MATERIAL SHOWN:

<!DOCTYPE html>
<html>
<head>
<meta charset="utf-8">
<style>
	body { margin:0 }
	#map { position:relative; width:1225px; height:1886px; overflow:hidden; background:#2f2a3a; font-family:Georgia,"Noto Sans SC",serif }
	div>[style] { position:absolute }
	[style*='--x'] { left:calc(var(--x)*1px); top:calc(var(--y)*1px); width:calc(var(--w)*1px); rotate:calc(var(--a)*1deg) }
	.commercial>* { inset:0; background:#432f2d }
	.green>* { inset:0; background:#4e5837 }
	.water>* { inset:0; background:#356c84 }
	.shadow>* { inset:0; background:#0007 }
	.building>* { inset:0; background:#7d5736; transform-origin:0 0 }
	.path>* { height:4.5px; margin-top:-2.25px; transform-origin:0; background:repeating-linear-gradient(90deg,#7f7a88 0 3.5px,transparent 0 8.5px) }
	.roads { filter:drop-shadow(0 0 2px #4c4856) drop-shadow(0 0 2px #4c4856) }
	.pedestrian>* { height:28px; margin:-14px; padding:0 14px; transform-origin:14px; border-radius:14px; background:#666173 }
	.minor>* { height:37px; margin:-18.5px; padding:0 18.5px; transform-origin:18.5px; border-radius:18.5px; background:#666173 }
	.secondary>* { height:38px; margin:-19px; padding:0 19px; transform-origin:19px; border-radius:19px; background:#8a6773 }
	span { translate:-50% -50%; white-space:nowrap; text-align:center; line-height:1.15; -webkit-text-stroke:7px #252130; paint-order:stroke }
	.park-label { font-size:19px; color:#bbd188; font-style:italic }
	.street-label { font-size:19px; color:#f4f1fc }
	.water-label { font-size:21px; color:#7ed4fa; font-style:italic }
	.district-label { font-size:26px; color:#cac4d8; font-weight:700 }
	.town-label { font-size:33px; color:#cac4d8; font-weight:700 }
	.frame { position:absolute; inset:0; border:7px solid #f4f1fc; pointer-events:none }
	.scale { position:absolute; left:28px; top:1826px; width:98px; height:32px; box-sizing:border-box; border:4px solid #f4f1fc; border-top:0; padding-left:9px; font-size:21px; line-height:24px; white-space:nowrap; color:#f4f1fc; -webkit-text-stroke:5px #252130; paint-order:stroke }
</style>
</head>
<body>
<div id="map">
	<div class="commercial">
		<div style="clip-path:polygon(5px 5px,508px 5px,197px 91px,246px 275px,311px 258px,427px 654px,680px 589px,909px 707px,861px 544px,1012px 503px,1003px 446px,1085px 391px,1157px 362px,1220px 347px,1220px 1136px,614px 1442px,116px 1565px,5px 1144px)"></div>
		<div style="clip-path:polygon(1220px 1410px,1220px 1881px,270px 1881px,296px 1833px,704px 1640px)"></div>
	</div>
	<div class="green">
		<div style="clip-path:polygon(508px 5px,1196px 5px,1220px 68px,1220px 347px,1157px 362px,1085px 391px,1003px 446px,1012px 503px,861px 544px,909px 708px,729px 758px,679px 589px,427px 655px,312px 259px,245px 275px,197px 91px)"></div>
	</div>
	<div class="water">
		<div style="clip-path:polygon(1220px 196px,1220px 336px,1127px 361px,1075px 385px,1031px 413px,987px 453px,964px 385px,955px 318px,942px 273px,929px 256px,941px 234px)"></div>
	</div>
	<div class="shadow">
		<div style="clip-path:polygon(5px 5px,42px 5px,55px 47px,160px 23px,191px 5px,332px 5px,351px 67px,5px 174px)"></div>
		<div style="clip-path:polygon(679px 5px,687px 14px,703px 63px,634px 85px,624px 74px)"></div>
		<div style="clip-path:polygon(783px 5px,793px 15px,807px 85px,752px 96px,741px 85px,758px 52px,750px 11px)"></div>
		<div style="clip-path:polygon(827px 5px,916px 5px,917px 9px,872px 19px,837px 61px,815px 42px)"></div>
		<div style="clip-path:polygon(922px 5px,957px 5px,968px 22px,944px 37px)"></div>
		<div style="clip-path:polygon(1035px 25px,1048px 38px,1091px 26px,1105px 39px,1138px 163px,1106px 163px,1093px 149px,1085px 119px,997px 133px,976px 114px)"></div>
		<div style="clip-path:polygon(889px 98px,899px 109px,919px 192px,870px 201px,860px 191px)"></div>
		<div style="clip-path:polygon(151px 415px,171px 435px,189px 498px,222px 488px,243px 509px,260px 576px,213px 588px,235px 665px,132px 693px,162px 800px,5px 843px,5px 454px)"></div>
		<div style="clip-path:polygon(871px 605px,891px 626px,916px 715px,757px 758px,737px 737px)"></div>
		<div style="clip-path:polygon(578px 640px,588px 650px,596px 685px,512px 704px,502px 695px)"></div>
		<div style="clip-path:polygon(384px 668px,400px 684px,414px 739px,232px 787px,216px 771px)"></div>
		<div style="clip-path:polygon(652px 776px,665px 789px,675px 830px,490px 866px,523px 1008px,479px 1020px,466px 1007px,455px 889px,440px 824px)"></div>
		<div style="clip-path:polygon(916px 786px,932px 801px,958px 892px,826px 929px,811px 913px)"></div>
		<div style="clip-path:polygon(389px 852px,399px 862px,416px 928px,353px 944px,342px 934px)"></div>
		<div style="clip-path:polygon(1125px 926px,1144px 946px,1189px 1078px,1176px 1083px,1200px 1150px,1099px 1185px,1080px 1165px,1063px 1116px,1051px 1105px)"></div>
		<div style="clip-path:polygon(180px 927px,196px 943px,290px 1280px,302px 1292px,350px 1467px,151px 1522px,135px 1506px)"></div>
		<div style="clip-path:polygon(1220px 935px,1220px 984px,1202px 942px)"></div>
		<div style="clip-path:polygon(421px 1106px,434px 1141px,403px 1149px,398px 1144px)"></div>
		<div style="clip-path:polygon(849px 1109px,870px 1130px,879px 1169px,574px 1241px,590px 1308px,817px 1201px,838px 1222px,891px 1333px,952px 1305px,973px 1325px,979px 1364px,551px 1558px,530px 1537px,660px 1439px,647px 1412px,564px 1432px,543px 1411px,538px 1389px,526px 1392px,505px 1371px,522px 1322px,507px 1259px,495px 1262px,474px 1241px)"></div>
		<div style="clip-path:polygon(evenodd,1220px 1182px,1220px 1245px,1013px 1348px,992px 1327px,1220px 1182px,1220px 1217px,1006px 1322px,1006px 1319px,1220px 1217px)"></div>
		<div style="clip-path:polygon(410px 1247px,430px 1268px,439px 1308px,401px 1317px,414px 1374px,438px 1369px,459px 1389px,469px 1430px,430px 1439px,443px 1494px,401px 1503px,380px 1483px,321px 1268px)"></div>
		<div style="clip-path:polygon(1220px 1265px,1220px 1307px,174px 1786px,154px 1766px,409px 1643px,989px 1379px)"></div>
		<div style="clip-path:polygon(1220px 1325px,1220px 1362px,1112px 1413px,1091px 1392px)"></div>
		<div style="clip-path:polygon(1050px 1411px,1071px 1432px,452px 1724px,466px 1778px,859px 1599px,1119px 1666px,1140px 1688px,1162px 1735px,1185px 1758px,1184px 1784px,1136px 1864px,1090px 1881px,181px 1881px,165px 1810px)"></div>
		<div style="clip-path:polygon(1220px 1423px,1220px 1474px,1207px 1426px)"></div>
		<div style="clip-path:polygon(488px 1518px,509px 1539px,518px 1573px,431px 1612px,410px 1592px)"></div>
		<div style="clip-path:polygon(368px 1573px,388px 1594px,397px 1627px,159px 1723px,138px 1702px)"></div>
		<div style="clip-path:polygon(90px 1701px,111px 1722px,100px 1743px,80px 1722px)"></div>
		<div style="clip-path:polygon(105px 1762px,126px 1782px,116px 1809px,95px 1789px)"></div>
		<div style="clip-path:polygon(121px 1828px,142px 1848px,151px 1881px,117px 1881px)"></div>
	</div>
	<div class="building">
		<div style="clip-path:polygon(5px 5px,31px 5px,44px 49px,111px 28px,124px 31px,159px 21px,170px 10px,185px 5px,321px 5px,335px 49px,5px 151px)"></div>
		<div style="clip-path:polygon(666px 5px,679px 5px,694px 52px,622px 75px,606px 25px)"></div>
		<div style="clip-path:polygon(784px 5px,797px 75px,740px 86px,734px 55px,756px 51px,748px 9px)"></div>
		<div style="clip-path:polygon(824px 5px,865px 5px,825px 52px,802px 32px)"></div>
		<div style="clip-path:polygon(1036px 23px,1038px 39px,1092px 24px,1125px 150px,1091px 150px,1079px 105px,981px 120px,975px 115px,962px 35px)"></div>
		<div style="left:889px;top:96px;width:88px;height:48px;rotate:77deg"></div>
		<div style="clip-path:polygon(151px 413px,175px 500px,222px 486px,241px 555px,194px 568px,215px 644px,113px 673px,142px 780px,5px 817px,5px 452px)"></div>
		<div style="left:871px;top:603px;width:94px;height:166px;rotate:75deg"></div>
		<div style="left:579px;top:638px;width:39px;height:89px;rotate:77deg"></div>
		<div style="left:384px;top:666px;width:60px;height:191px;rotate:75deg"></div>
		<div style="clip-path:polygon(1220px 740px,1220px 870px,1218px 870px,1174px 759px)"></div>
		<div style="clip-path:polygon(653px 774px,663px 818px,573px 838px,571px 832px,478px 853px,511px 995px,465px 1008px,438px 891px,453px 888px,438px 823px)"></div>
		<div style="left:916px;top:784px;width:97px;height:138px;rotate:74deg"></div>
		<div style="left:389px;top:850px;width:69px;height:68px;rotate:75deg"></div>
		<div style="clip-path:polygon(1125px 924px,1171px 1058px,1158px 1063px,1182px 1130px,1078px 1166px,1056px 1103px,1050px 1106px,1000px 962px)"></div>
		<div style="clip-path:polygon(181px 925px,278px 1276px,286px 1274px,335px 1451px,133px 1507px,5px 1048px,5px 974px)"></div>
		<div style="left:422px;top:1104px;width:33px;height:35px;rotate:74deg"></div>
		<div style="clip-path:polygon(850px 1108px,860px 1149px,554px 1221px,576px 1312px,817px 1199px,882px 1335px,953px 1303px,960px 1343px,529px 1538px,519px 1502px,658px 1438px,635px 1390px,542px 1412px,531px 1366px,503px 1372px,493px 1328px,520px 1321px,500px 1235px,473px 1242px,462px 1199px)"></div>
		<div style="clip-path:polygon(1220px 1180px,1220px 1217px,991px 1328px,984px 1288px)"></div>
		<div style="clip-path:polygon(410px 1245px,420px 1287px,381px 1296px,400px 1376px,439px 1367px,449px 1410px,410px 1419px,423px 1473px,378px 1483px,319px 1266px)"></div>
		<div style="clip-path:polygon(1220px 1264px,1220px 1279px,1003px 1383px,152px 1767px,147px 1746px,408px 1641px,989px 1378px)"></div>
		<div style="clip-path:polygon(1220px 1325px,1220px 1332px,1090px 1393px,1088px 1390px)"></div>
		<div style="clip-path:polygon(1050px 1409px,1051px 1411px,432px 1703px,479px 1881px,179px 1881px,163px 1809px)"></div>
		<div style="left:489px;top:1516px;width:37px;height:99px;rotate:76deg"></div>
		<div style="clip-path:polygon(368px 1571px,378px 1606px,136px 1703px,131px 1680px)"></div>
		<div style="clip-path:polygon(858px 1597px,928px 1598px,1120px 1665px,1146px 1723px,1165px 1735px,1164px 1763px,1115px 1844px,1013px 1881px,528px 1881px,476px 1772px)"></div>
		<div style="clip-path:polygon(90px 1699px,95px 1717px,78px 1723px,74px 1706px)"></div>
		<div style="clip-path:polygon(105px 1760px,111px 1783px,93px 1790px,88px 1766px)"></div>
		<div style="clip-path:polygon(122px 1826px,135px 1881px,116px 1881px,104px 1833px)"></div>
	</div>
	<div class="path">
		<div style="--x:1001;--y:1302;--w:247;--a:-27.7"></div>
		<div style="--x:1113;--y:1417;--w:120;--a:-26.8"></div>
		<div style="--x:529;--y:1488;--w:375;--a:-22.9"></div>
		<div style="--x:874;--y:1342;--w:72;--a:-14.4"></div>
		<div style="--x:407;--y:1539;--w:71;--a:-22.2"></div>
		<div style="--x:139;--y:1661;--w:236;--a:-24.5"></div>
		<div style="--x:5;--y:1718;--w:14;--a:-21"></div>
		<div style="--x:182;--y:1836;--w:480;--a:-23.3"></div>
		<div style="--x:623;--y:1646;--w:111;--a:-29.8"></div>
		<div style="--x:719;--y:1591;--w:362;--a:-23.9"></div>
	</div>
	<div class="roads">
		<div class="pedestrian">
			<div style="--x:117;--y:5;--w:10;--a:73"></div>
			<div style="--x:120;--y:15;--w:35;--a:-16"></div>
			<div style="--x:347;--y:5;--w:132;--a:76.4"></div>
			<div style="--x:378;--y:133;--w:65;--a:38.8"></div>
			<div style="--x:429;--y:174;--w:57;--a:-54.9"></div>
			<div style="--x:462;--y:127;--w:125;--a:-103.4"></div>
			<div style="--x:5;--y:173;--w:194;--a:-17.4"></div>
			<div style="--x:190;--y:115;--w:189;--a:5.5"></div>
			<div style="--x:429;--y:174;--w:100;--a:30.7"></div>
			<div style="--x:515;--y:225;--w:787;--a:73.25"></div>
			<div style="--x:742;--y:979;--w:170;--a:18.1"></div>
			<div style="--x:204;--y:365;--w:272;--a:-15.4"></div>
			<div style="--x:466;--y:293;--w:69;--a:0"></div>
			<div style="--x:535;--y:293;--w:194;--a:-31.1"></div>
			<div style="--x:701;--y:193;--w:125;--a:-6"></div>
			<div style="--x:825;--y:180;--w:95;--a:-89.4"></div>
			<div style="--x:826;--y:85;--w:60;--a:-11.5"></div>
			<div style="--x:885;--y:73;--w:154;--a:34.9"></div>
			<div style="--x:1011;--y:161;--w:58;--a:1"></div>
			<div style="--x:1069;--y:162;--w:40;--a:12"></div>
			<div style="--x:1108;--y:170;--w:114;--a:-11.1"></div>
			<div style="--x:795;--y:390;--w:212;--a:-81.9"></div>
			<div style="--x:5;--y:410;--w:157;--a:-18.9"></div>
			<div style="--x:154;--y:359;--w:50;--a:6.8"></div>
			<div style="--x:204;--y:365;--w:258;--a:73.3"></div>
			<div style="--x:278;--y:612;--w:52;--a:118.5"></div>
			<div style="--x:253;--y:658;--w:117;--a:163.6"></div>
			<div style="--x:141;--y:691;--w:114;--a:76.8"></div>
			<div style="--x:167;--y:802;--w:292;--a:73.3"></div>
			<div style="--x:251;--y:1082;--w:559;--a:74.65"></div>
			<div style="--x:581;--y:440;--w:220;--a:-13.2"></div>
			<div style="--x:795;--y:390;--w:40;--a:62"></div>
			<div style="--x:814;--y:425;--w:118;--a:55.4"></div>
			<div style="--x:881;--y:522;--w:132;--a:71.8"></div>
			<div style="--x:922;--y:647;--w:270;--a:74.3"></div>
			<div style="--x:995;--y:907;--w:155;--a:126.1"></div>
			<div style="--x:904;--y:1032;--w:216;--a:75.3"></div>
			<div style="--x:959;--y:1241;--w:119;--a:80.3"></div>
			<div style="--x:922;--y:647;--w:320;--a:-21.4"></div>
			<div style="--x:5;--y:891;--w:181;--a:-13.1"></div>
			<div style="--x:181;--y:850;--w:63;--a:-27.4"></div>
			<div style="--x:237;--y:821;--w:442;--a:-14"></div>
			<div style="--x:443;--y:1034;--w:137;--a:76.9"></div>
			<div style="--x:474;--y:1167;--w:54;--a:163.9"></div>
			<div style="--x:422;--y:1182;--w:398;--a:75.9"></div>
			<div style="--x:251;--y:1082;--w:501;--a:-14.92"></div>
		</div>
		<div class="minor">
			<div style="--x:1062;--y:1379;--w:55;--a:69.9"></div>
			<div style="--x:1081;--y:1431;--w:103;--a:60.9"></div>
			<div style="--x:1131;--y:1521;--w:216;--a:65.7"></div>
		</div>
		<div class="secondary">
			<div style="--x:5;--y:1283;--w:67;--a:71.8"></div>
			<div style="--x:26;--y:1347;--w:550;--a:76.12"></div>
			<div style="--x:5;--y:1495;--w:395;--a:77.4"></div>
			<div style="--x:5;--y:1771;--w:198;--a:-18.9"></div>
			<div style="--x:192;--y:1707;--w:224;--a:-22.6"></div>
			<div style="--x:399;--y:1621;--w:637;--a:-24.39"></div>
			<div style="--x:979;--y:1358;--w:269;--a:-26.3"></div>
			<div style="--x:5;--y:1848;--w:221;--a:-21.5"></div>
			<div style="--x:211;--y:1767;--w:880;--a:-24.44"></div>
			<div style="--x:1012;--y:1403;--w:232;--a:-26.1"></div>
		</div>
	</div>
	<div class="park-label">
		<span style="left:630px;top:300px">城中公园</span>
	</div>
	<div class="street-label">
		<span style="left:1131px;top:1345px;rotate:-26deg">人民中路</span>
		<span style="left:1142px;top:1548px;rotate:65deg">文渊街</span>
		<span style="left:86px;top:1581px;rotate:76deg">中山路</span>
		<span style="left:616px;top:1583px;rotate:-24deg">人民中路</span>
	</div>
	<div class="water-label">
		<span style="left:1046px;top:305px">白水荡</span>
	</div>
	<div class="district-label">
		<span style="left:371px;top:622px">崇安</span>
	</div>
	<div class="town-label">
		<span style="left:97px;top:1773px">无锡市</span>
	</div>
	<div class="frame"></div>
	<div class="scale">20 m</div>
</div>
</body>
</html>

EXERCISE REQUIREMENTS:
Output exactly one stretch of the listing: from the line containing "5px,687px 14px,703px 63px,634px" through the line containing "668px,400px 684px,414px 739px,232px", both end lines included.

WRITTEN SOLUTION:
		<div style="clip-path:polygon(679px 5px,687px 14px,703px 63px,634px 85px,624px 74px)"></div>
		<div style="clip-path:polygon(783px 5px,793px 15px,807px 85px,752px 96px,741px 85px,758px 52px,750px 11px)"></div>
		<div style="clip-path:polygon(827px 5px,916px 5px,917px 9px,872px 19px,837px 61px,815px 42px)"></div>
		<div style="clip-path:polygon(922px 5px,957px 5px,968px 22px,944px 37px)"></div>
		<div style="clip-path:polygon(1035px 25px,1048px 38px,1091px 26px,1105px 39px,1138px 163px,1106px 163px,1093px 149px,1085px 119px,997px 133px,976px 114px)"></div>
		<div style="clip-path:polygon(889px 98px,899px 109px,919px 192px,870px 201px,860px 191px)"></div>
		<div style="clip-path:polygon(151px 415px,171px 435px,189px 498px,222px 488px,243px 509px,260px 576px,213px 588px,235px 665px,132px 693px,162px 800px,5px 843px,5px 454px)"></div>
		<div style="clip-path:polygon(871px 605px,891px 626px,916px 715px,757px 758px,737px 737px)"></div>
		<div style="clip-path:polygon(578px 640px,588px 650px,596px 685px,512px 704px,502px 695px)"></div>
		<div style="clip-path:polygon(384px 668px,400px 684px,414px 739px,232px 787px,216px 771px)"></div>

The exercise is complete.